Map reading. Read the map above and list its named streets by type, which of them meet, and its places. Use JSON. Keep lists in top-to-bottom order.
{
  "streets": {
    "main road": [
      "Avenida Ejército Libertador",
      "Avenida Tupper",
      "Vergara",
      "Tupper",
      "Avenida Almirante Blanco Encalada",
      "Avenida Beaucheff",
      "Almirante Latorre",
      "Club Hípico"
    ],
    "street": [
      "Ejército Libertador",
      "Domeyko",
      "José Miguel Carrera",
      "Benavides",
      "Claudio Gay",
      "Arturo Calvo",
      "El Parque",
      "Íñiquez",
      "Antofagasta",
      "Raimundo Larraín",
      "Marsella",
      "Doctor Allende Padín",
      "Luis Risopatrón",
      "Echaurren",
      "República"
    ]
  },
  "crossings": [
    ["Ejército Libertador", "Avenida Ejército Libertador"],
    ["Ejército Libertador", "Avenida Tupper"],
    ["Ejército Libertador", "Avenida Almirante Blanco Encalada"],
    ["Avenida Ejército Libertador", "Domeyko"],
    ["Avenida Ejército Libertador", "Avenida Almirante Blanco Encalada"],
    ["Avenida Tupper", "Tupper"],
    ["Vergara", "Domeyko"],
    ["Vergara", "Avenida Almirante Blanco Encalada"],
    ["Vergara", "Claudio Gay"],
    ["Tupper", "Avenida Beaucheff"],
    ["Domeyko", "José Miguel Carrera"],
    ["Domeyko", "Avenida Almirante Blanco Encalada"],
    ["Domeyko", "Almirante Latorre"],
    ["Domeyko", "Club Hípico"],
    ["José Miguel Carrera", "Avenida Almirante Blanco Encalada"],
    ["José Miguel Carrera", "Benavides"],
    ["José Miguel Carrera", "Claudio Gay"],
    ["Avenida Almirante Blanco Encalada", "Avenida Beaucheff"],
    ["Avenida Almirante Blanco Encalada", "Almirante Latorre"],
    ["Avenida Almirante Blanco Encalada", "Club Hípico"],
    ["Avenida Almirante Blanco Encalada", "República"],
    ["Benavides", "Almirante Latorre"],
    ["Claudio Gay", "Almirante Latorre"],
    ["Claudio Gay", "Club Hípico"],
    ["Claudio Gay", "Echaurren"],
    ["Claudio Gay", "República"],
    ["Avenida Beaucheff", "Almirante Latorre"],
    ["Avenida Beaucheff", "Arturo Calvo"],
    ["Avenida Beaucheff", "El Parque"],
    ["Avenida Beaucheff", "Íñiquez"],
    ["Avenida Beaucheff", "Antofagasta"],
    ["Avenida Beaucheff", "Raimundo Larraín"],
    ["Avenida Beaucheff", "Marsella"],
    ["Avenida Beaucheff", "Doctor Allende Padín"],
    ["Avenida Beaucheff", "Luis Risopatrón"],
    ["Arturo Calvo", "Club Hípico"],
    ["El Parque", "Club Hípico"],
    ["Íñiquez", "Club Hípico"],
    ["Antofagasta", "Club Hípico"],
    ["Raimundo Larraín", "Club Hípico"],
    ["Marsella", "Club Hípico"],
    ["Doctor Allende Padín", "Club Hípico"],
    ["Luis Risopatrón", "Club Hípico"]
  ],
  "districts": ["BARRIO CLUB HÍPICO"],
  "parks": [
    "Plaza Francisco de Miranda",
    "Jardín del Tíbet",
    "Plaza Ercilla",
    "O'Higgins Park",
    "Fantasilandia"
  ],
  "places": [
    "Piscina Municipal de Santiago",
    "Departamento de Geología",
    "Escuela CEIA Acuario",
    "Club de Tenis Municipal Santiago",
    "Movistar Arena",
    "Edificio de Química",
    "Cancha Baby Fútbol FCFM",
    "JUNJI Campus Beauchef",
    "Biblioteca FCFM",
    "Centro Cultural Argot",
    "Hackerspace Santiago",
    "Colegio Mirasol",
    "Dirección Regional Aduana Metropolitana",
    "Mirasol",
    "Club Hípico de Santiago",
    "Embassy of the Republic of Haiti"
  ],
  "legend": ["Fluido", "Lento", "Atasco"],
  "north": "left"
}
※ ※ ※
• WORK INSTRUCTION
Copy out every line of the entries where the string "Municipal" shows up.

• OUTPUT BELOW
    "Piscina Municipal de Santiago",
    "Club de Tenis Municipal Santiago",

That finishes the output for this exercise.